A Unitized Endowment Pool (UEP) is a form of endowment investing that allows multiple endowments to invest in the same pool of assets.
Each endowment owns individual units in a UEP. Investors generally see their returns monthly. New endowments entering the pool can buy in by receiving units in the pool valued as of a specific buy-in date.
Understanding Unitized Endowment Pool (UEP)
A Unitized Endowment Pool (UEP) is sort of a mutual fund, but it’s on a bigger scale and specifically for endowments, as opposed to retail investors.
While even small endowments often have a substantial amount of cash to invest, it’s sometimes beneficial to pool together with other endowments for diversification.
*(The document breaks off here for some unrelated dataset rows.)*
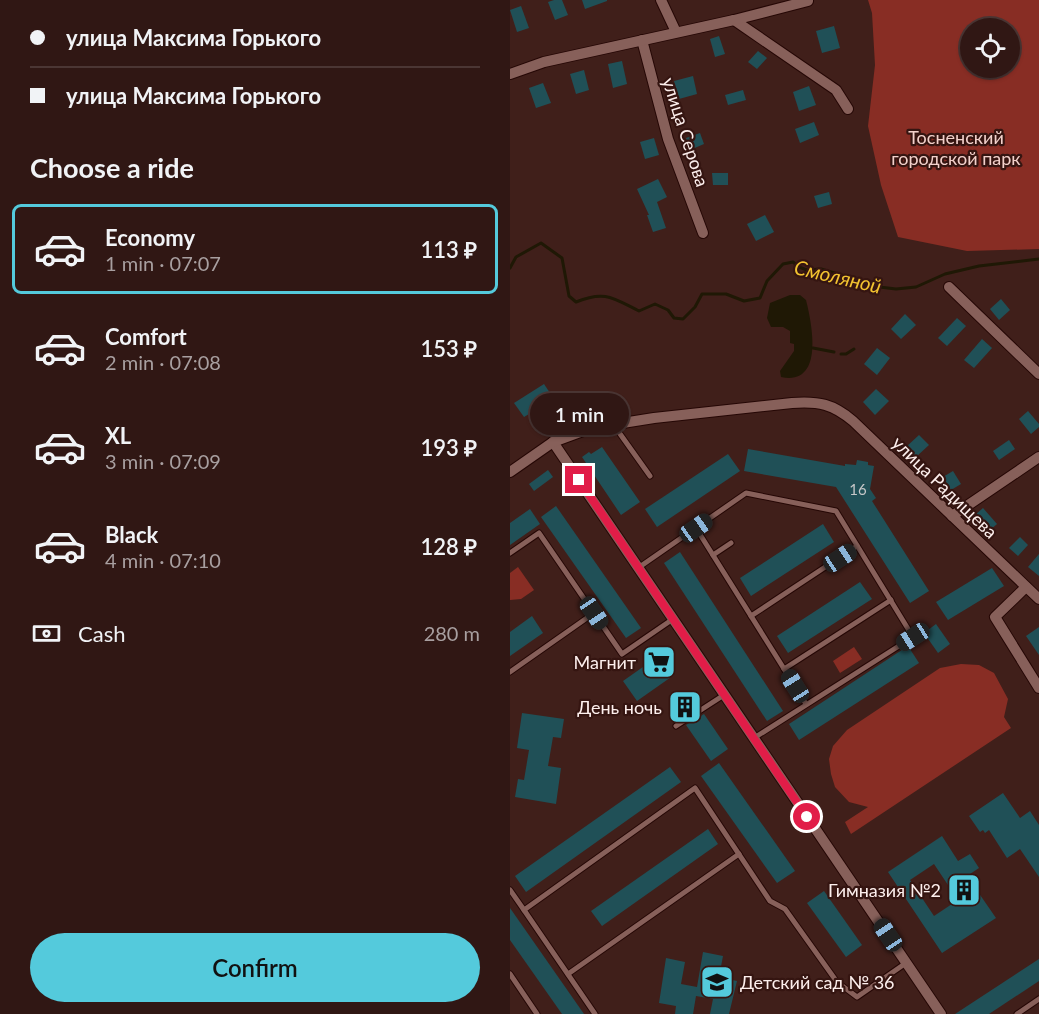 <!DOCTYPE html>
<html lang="en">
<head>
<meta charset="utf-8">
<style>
	body { margin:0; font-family:Lato,sans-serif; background:#38201d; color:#f1f3f6; height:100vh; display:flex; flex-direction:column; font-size:22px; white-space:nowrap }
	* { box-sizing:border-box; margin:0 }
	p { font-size:20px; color:#a89fa0 }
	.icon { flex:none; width:33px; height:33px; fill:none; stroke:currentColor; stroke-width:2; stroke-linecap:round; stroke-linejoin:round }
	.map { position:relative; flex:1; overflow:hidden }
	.side { display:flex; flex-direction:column; background:#301714; width:510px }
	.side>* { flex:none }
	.hud { display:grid; align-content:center; height:132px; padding:0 30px; background:#301714 }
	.controls { position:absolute; left:450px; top:18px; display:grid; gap:12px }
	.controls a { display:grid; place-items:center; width:60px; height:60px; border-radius:50%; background:#301714; box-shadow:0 2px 4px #0004,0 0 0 2px #4b3634; font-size:30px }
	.end { position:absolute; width:27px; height:27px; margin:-14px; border:8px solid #e11d48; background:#fff; box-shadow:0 0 0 3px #fff }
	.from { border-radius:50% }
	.bubble { position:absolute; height:42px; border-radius:21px; background:#301714; box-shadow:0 2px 4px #0004,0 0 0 2px #4b3634; font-size:20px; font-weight:600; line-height:42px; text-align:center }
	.car { position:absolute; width:18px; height:36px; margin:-18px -9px; border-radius:8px; box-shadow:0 0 4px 2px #0007; background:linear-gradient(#222 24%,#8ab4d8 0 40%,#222 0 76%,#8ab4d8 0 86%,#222 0) }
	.hud b { display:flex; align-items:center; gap:21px; height:57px; font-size:22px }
	.hud b+b { border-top:2px solid #4b3634 }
	.hud i { width:15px; height:15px; background:#f1f3f6 }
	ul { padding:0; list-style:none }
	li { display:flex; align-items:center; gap:18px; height:90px; margin:0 12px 9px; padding:0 18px; border:3px solid transparent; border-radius:9px }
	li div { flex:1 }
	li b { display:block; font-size:22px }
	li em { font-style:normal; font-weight:600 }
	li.active { border-color:#54cadc }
	li>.icon { width:54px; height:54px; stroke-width:1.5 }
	h2 { padding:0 30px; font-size:27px; line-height:72px }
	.pay { display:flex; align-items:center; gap:15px; height:66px; padding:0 30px; font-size:22px }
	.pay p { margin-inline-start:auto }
	.cta { display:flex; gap:12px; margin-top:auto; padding:12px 30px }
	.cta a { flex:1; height:69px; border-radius:36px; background:#54cadc; color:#111; font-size:24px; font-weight:600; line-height:69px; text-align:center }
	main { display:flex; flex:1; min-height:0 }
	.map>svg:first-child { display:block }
</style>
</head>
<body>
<main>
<section class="side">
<div class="hud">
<b><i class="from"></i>улица Максима Горького</b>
<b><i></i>улица Максима Горького</b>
</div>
<h2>Choose a ride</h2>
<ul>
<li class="active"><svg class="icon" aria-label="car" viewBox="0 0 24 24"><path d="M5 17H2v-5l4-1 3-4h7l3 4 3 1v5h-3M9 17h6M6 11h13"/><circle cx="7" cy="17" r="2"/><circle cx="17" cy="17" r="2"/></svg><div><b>Economy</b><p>1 min · 07:07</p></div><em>113 ₽</em></li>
<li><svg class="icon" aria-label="car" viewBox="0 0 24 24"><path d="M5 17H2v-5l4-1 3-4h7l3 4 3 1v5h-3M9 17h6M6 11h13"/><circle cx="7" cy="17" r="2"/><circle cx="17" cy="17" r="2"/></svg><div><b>Comfort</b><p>2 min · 07:08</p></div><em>153 ₽</em></li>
<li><svg class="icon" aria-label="car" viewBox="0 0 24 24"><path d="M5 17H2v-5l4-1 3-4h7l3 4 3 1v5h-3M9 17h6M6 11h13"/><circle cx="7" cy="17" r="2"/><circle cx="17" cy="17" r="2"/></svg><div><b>XL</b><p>3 min · 07:09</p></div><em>193 ₽</em></li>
<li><svg class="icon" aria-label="car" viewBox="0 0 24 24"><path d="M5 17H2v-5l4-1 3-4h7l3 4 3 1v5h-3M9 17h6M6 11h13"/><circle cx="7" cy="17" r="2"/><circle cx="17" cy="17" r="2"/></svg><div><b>Black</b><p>4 min · 07:10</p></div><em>128 ₽</em></li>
</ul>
<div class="pay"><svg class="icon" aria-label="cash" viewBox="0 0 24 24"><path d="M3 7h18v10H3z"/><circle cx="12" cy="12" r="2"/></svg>Cash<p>280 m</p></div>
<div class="cta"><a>Confirm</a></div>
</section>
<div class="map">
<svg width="529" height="1014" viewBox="0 0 529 1014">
	<rect width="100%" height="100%" fill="#401f1a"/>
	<g fill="#882d24" fill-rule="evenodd">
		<path d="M358,0h171v249l-72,2 -69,-14 -17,-52 -13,-59 7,-61 -3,-52zM460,28h40v40h-40z"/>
		<path d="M8,567l16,23 -13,9 -11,1v-27z"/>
		<path d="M344,647l8,12 -22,14 -7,-12z"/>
		<path d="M451,664l18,1 15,8 14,26 -4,18 7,11 -160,106 -6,-12 23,-15 -19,-5 -14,-15 -4,-13 -2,-15 4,-13 14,-16 93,-62z"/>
	</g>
	<path fill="#1f1805" d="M280,295h10l6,5c6,24 19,86 -25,77l-1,-6 14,-20v-7l-4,-1v-12l-7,-4h-12l-4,-9 3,-15z"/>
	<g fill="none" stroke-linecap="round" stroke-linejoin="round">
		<g stroke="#1f1805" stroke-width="3">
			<path d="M0,268l6,-11 25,-14 21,15 7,38 7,6c29,-12 37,-4 63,9l16,-7 13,6 6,8 9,1 12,-12 7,-13h24l18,7 16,-3 7,-17 16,-17 10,-2 6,5 8,3 14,-1 30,9 12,7 33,4 20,-2 29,-13 34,-8 60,-7"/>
			<path d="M303,348l21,4"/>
			<path d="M331,354h5l8,-5"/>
		</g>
	</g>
	<g fill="#205057" fill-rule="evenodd">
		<path d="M44,0h8l6,15 -13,5 -7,-18z"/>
		<path d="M72,0h25v1l-22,8z"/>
		<path d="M11,6l8,22 -12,4 -7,-22z"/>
		<path d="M324,26l6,22 -18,5 -6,-22z"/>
		<path d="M209,36l6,18 -10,3 -5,-18z"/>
		<path d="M248,51l9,7 -10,11 -9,-7z"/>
		<path d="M112,61l5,23 -14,4 -5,-24z"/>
		<path d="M74,70l5,20 -13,4 -6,-20z"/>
		<path d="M183,76l4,18 -18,5 -5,-18z"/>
		<path d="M33,83l8,20 -15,5 -7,-20z"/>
		<path d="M299,86l7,19 -17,6 -6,-19z"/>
		<path d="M233,90l3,10 -18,5 -3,-10z"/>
		<path d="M304,122l5,13 -19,8 -5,-14z"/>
		<path d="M190,133l4,11 -14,6 -4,-12z"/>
		<path d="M144,138l5,17 -14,4 -5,-17z"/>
		<path d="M202,173h16v12h-15z"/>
		<path d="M148,179l9,18 -10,5 9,26 -13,4 -6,-17h2l-12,-26z"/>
		<path d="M319,192l3,12 -14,4 -4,-12z"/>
		<path d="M255,215l9,17 -18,9 -9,-17z"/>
		<path d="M491,299l9,11 -11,10 -9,-11z"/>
		<path d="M395,314l11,11 -15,14 -10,-10z"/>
		<path d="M447,318l9,8 -19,20 -9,-8z"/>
		<path d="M472,339l10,9 -18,20 -10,-8z"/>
		<path d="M367,348l13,10 -13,17 -13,-11z"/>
		<path d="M34,384l10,15 -30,18 -10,-14z"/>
		<path d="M366,389l13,12 -14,14 -12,-13z"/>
		<path d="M518,411l11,13v3l-8,7 -12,-15z"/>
		<path d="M409,435l10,10 -13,12 -10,-10z"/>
		<path d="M499,440l6,9 -16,11 -6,-9z"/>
		<path d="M92,447l38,55 -19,13 -39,-58 7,-5 2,2z"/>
		<path d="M238,449l97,17v-2l11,1 1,-5 11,2v3l6,1 -4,23 6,9 -4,3 57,90 -19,12 -74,-116 -92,-16z"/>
		<path d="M218,454l12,17 -83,56 -12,-18z"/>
		<path d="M38,470l5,7 -19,14 -5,-7z"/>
		<path d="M443,471l8,13 -10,6 -8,-13z"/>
		<path d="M46,506l85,122 -15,10 -85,-121z"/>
		<path d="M473,508l14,16 -8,7 -14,-16z"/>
		<path d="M20,509l10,15 -30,21v-22z"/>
		<path d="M313,524l11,18 -83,54 -11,-18z"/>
		<path d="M510,537l8,8 -10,11 -9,-8z"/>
		<path d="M170,552l103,159 -16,10 -103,-158z"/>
		<path d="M529,554v22l-11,-9z"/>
		<path d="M482,568l12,18 -56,34 -12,-18z"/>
		<path d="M350,582l12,17 -84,54 -11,-17z"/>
		<path d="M22,616l11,17 -33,23v-24z"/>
		<path d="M426,624l14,20 -12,9 -14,-20z"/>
		<path d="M529,627v28l-13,-19z"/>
		<path d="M398,646l11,17 -120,77 -10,-16z"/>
		<path d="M150,655l14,20 -37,26 -14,-20z"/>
		<path d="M182,695l6,11 -19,12 -7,-9z"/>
		<path d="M12,713l42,6 -3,19 -8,-1 -5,29 13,2 -5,36 -41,-7 3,-18 6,1 5,-30 -12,-2z"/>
		<path d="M194,714l24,35 -17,12 -25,-36z"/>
		<path d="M209,763l76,108 -18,12 -76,-107z"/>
		<path d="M160,767l11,15 -155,110 -11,-16z"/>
		<path d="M493,793l17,25 10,-7 9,14v52l-19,-28 -13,9 -18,-28 -4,3 -2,-3 -3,2 -11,-16z"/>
		<path d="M198,829l10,15 -116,82 -11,-15z"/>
		<path d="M432,836l16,25 12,-7 9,14 -12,8 29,42 -54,35 -54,-81zM424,864l24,36 -24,16 -24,-36z"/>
		<path d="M314,891l38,54 -16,12 -39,-54z"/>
		<path d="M0,908l74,106h-22l-52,-74z"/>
		<path d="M193,952l20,4 -4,21 18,4 -8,33h-19l3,-15 -17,-3 -3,18h-18l1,-8 -17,-3 7,-45 19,4 -4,22 16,3z"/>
		<path d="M529,959v22l-50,33h-34z"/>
	</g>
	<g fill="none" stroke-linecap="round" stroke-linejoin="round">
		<g stroke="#250705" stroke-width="7">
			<g id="service">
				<path d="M103,424l37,52"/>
				<path d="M186,528l110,176"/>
				<path d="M0,553l29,-20 83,121 51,-35"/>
				<path d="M203,555l18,-12"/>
				<path d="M128,568l108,-75 90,18 77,126 -159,101"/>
				<path d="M241,616l106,-70"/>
				<path d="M274,669l107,-69"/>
				<path d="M0,672l84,-59"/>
				<path d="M166,726l48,-31"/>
				<path d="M0,890l14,20"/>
				<path d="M0,974l27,40"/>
				<path d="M58,974l171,-120"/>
				<path d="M85,1014l-71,-104 171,-122 75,113 15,8 52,73 20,15 49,-34"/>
				<path d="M507,1014l22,-15"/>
			</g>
		</g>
		<g stroke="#250705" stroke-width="12">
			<g id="minor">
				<path d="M151,0l15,32"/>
				<path d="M224,20l102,70 12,19"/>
				<path d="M132,40l26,99 35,94"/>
				<path d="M0,74l34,-12 190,-42 74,-19"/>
				<path d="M439,287l90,87"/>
				<path d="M43,442l388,572"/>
				<path d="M0,472l43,-30 38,-14 63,-10 138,-15c27,-2 41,1 61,18l186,178"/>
				<path d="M442,516l87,-59"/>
				<path d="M516,587l-31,30 44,71"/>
			</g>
		</g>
		<use href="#service" stroke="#87605a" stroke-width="5"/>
		<use href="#minor" stroke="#87605a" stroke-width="10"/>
	</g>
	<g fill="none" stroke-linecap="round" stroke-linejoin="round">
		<path stroke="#e11d48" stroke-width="8" d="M69,480l228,337"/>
	</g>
	<defs>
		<g id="supermarket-square" transform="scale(1.725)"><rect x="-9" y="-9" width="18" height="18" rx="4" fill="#54cadc" stroke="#351511"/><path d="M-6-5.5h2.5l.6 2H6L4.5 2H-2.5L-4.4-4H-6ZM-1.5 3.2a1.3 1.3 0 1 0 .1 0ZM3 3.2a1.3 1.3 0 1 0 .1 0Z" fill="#111"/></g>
		<g id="building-square" transform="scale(1.725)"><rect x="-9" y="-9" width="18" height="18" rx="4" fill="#54cadc" stroke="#351511"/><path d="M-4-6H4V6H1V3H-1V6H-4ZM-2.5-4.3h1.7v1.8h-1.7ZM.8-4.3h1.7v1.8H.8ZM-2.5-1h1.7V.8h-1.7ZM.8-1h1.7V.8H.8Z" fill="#111"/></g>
		<g id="school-square" transform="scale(1.725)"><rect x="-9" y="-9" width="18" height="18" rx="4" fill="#54cadc" stroke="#351511"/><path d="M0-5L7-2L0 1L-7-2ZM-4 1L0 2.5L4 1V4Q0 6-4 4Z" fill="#111"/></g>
	</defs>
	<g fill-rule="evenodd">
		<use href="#supermarket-square" x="149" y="662"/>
		<use href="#building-square" x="175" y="707"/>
		<use href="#building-square" x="454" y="890"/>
		<use href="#school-square" x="207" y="982"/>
	</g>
	<g text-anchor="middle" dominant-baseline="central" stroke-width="4.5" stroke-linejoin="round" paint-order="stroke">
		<g font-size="15" fill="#c6c7c8">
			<text x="348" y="489">16</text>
		</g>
		<g font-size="18" fill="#fdefed" stroke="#351511">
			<text transform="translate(176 132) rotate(72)">улица Серова</text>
			<text transform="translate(435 487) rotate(44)">улица Радищева</text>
		</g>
		<g font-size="18" fill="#f3d1cb" stroke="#351511">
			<text x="446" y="137">Тосненский<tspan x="446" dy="21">городской парк</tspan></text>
		</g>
		<g font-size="18" fill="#fdefed" stroke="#351511" text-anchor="end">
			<text x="126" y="662">Магнит</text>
			<text x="152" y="707">День ночь</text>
			<text x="431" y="890">Гимназия №2</text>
			<text x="230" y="982" text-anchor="start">Детский сад № 36</text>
		</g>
		<g font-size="20" font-style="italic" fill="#f3c330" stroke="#351511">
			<text transform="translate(328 276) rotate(13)">Смоляной</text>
		</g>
	</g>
</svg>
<div class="controls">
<a><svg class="icon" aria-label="locate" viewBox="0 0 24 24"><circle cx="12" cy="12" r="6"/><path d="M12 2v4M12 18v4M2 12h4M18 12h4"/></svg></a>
</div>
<i class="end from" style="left:297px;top:817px"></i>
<i class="end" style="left:69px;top:480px"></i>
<div class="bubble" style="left:20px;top:393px;width:99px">1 min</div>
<i class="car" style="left:186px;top:528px;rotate:55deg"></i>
<i class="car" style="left:330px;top:558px;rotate:57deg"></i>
<i class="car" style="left:84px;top:613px;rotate:146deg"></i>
<i class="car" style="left:403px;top:637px;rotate:238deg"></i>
<i class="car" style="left:285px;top:686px;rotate:328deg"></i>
<i class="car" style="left:378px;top:935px;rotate:326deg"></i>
</div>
</main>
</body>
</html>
UEP units serve to clearly segregate each endowment's share in the pool. For example, a UEP with a market value of $10 billion may have 100,000 units worth $100,000 each and split those units among multiple endowments.
Unitized endowment pools are one of three main investing options for endowment funds. Some choose to invest in UEPs exclusively. Others hire external managers directly. The largest tend to hire internal managers to attempt to grow endowment assets. A few use a combination of all three.
Pros and Cons of UEP
Some UEPs provide access to less-liquid securities such as private equity and stakes in timberland. Each tends to have attractive returns over time, but also carries significant liquidity risks.
A smaller endowment might not own these assets outside of a unitized endowment pool, because they don’t have the internal expertise to manage these assets. Moreover, selling units of a unitized endowment pool with a share of these types of assets sometimes are easier and faster than it would be trying to sell illiquid assets directly.
Some unitized endowment pools also have more experience with emerging-markets equity and debt than an endowment fund’s own team. Endowment funds tend to own at least some of these types of assets, as many plan to invest for very long time horizons -- even longer than the average retail investor saving for retirement.
Many endowments choose to take on more risk in search of higher potential rewards that have a better chance of beating inflation over time.
The number of endowments that invest in unitized endowment pools and other outside investment managers, as opposed to making all decisions in-house, tends to run in cycles. In the decade following the 2007-2009 financial crisis, for example, more midsize- and large endowments hired management expertise from the outside, in general, in an effort to focus on controlling costs and putting more focus on risk management.